- Provided material
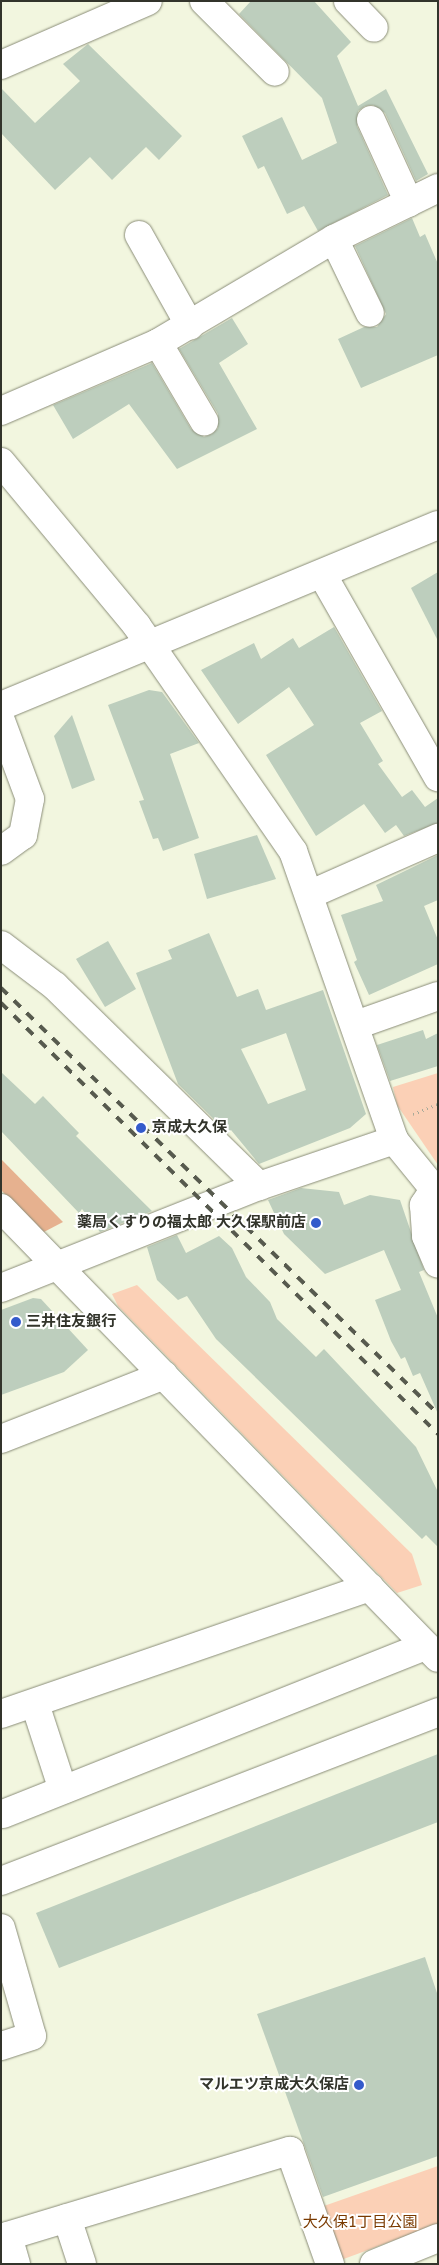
<!DOCTYPE html>
<meta charset="utf-8">
<style>
body{margin:0}
#map{position:relative;width:439px;height:2265px;overflow:hidden;background:#f2f6df;font-family:"Varela Round","Noto Sans JP",sans-serif}
div>[style]{position:absolute}
.green>*{inset:0;background:#fbd0b6}
.forest>*{inset:0;background:#e6b18f}
.building>*{inset:0;background:#bdcebd}
.path>*{height:3px;margin-top:-1.5px;transform-origin:0;background:repeating-linear-gradient(90deg,#a6a998 0 1px,transparent 0 5px)}
.roads{filter:drop-shadow(0 0 1px #8a8d78) drop-shadow(0 0 1px #8a8d78)}
.minor>*{height:28px;margin:-14px;padding:0 14px;transform-origin:14px;border-radius:14px;background:#fff}
.rail>*{height:4px;margin-top:-2px;transform-origin:0;background:repeating-linear-gradient(90deg,#575a4e 0 9px,transparent 0 18px)}
.dots>*{width:14px;height:14px;translate:-50% -50%;box-sizing:border-box;border:2px solid #fff;border-radius:50%}
span{translate:-50% -50%;white-space:nowrap;text-align:center;line-height:1.15;-webkit-text-stroke:4px #fff;paint-order:stroke}
.poi-label{font-size:15px;color:#32342b;font-weight:700}
.left{translate:0 -50%;text-align:left}
.right{translate:-100% -50%;text-align:right}
.park-label{font-size:15px;color:#7a3a00}
.frame{position:absolute;inset:0;border:2px solid #32342b;pointer-events:none}
</style>
<div id="map">
<div class="green">
<i style="clip-path:polygon(438px 1073px,438px 1165px,397px 1105px,393px 1087px)"></i>
<i style="clip-path:polygon(137px 1285px,412px 1554px,422px 1585px,397px 1593px,118px 1306px,112px 1294px)"></i>
<i style="clip-path:polygon(438px 2166px,438px 2224px,341px 2260px,321px 2207px)"></i>
</div>
<div class="forest">
<i style="clip-path:polygon(1px 1159px,63px 1222px,42px 1233px,1px 1190px)"></i>
</div>
<div class="building">
<i style="clip-path:polygon(251px 1px,314px 1px,351px 42px,337px 56px,358px 106px,386px 89px,428px 174px,416px 181px,385px 113px,373px 105px,365px 106px,358px 111px,357px 126px,388px 195px,318px 231px,304px 206px,287px 214px,264px 166px,258px 169px,242px 136px,282px 117px,302px 160px,337px 143px,322px 98px,239px 14px)"></i>
<i style="clip-path:polygon(88px 44px,182px 136px,159px 160px,146px 147px,112px 180px,90px 157px,55px 190px,1px 133px,1px 88px,35px 123px,80px 81px,63px 64px)"></i>
<i style="clip-path:polygon(412px 218px,420px 237px,425px 234px,438px 264px,438px 355px,361px 388px,338px 339px,364px 327px,377px 327px,386px 314px,355px 246px)"></i>
<i style="clip-path:polygon(232px 318px,248px 344px,219px 363px,257px 429px,177px 469px,129px 404px,73px 439px,53px 405px,152px 363px,191px 429px,204px 437px,212px 434px,218px 428px,218px 414px,179px 349px)"></i>
<i style="clip-path:polygon(438px 572px,438px 641px,411px 588px)"></i>
<i style="clip-path:polygon(334px 627px,382px 711px,360px 723px,383px 761px,378px 764px,402px 797px,412px 790px,425px 807px,438px 798px,438px 823px,404px 836px,396px 825px,385px 833px,364px 804px,316px 836px,266px 755px,314px 725px,289px 687px,238px 724px,201px 670px,254px 643px,261px 659px,293px 638px,299px 648px)"></i>
<i style="clip-path:polygon(149px 690px,162px 692px,199px 743px,170px 754px,199px 838px,163px 851px,158px 838px,153px 839px,139px 801px,144px 800px,108px 705px)"></i>
<i style="clip-path:polygon(72px 715px,95px 780px,72px 789px,54px 736px)"></i>
<i style="clip-path:polygon(257px 835px,276px 879px,207px 899px,194px 854px)"></i>
<i style="clip-path:polygon(438px 855px,438px 900px,424px 906px,438px 940px,438px 964px,369px 995px,354px 962px,357px 960px,341px 915px,383px 901px,376px 885px)"></i>
<i style="clip-path:polygon(evenodd,209px 933px,237px 997px,258px 989px,266px 1010px,323px 990px,366px 1114px,350px 1128px,259px 1164px,231px 1130px,228px 1133px,178px 1084px,136px 973px,172px 959px,168px 950px,209px 933px,286px 1033px,306px 1090px,268px 1104px,241px 1049px,286px 1033px)"></i>
<i style="clip-path:polygon(108px 941px,136px 989px,105px 1007px,76px 959px)"></i>
<i style="clip-path:polygon(423px 1030px,426px 1039px,438px 1033px,438px 1066px,390px 1081px,377px 1045px)"></i>
<i style="clip-path:polygon(1px 1072px,35px 1104px,43px 1096px,79px 1133px,76px 1136px,152px 1211px,100px 1232px,82px 1209px,79px 1213px,1px 1131px)"></i>
<i style="clip-path:polygon(301px 1188px,339px 1192px,344px 1205px,370px 1195px,400px 1200px,424px 1270px,419px 1272px,438px 1318px,438px 1414px,420px 1373px,413px 1376px,405px 1357px,401px 1359px,391px 1341px,375px 1300px,401px 1290px,384px 1250px,325px 1274px,284px 1234px,268px 1200px)"></i>
<i style="clip-path:polygon(177px 1235px,186px 1253px,219px 1236px,232px 1248px,246px 1277px,270px 1302px,277px 1319px,316px 1357px,324px 1349px,416px 1447px,438px 1492px,438px 1547px,426px 1535px,422px 1539px,216px 1339px,187px 1296px,178px 1300px,157px 1280px,147px 1247px)"></i>
<i style="clip-path:polygon(33px 1298px,41px 1299px,88px 1350px,64px 1372px,1px 1395px,1px 1310px)"></i>
<i style="clip-path:polygon(438px 1754px,438px 1822px,59px 1968px,36px 1913px)"></i>
<i style="clip-path:polygon(425px 1957px,438px 1996px,438px 2156px,323px 2197px,257px 2014px)"></i>
</div>
<div class="path">
<i style="left:413px;top:1114px;width:27px;rotate:-22deg"></i>
</div>
<div class="roads">
<div class="minor">
<i style="left:204px;top:1px;width:100px;rotate:45deg"></i>
<i style="left:348px;top:1px;width:37px;rotate:46deg"></i>
<i style="left:1px;top:65px;width:160px;rotate:-23.5deg"></i>
<i style="left:371px;top:120px;width:91px;rotate:65.4deg"></i>
<i style="left:139px;top:235px;width:104px;rotate:60.7deg"></i>
<i style="left:334px;top:239px;width:82px;rotate:64.1deg"></i>
<i style="left:158px;top:343px;width:91px;rotate:59.5deg"></i>
<i style="left:1px;top:411px;width:171px;rotate:-23.4deg"></i>
<i style="left:158px;top:343px;width:204px;rotate:-30.6deg"></i>
<i style="left:334px;top:239px;width:116px;rotate:-26.1deg"></i>
<i style="left:1px;top:462px;width:213px;rotate:50.3deg"></i>
<i style="left:137px;top:626px;width:274px;rotate:55.3deg"></i>
<i style="left:293px;top:851px;width:306px;rotate:70.7deg"></i>
<i style="left:394px;top:1140px;width:70px;rotate:50.8deg"></i>
<i style="left:322px;top:574px;width:234px;rotate:60.3deg"></i>
<i style="left:1px;top:706px;width:473px;rotate:-22.5deg"></i>
<i style="left:1px;top:721px;width:83px;rotate:69.6deg"></i>
<i style="left:30px;top:799px;width:37px;rotate:101deg"></i>
<i style="left:23px;top:835px;width:27px;rotate:144deg"></i>
<i style="left:311px;top:894px;width:139px;rotate:-23.8deg"></i>
<i style="left:1px;top:945px;width:68px;rotate:37.2deg"></i>
<i style="left:55px;top:986px;width:286px;rotate:44.4deg"></i>
<i style="left:356px;top:1025px;width:87px;rotate:-19.5deg"></i>
<i style="left:433px;top:1191px;width:17px;rotate:123deg"></i>
<i style="left:424px;top:1205px;width:31px;rotate:86deg"></i>
<i style="left:426px;top:1236px;width:30px;rotate:67deg"></i>
<i style="left:1px;top:1208px;width:627px;rotate:45.84deg"></i>
<i style="left:1px;top:1288px;width:277px;rotate:-21.6deg"></i>
<i style="left:259px;top:1186px;width:143px;rotate:-18.8deg"></i>
<i style="left:1px;top:1439px;width:175px;rotate:-21.4deg"></i>
<i style="left:35px;top:1704px;width:90px;rotate:72deg"></i>
<i style="left:1px;top:1714px;width:390px;rotate:-19deg"></i>
<i style="left:3px;top:1814px;width:455px;rotate:-21.7deg"></i>
<i style="left:1px;top:1881px;width:469px;rotate:-21.1deg"></i>
<i style="left:1px;top:1928px;width:112px;rotate:74deg"></i>
<i style="left:32px;top:2036px;width:33px;rotate:162deg"></i>
<i style="left:67px;top:2218px;width:48px;rotate:71.9deg"></i>
<i style="left:8px;top:2236px;width:29px;rotate:74deg"></i>
<i style="left:1px;top:2238px;width:302px;rotate:-16.8deg"></i>
<i style="left:290px;top:2151px;width:120px;rotate:70.5deg"></i>
<i style="left:374px;top:2264px;width:69px;rotate:-22.1deg"></i>
</div>
</div>
<div class="rail">
<i style="left:1px;top:988px;width:610px;rotate:44.27deg"></i>
<i style="left:1px;top:1003px;width:614px;rotate:44.6deg"></i>
</div>
<div class="dots">
<i style="left:141px;top:1128px;background:#345bcb"></i>
<i style="left:316px;top:1223px;background:#345bcb"></i>
<i style="left:16px;top:1322px;background:#345bcb"></i>
<i style="left:359px;top:2085px;background:#345bcb"></i>
</div>
<div class="poi-label">
<span class="left" style="left:152px;top:1128px">京成大久保</span>
<span class="right" style="left:306px;top:1223px">薬局くすりの福太郎 大久保駅前店</span>
<span class="left" style="left:26px;top:1322px">三井住友銀行</span>
<span class="right" style="left:349px;top:2085px">マルエツ京成大久保店</span>
</div>
<div class="park-label">
<span style="left:360px;top:2223px">大久保1丁目公園</span>
</div>
<div class="frame"></div>
</div>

- Problem details
Exactly the lines above from the one with "933px,237px 997px,258px 989px,266px" to the one with "1030px,426px 1039px,438px 1033px,438px", both included, are to be quoted; leave the rest out.

- Expected answer
<i style="clip-path:polygon(evenodd,209px 933px,237px 997px,258px 989px,266px 1010px,323px 990px,366px 1114px,350px 1128px,259px 1164px,231px 1130px,228px 1133px,178px 1084px,136px 973px,172px 959px,168px 950px,209px 933px,286px 1033px,306px 1090px,268px 1104px,241px 1049px,286px 1033px)"></i>
<i style="clip-path:polygon(108px 941px,136px 989px,105px 1007px,76px 959px)"></i>
<i style="clip-path:polygon(423px 1030px,426px 1039px,438px 1033px,438px 1066px,390px 1081px,377px 1045px)"></i>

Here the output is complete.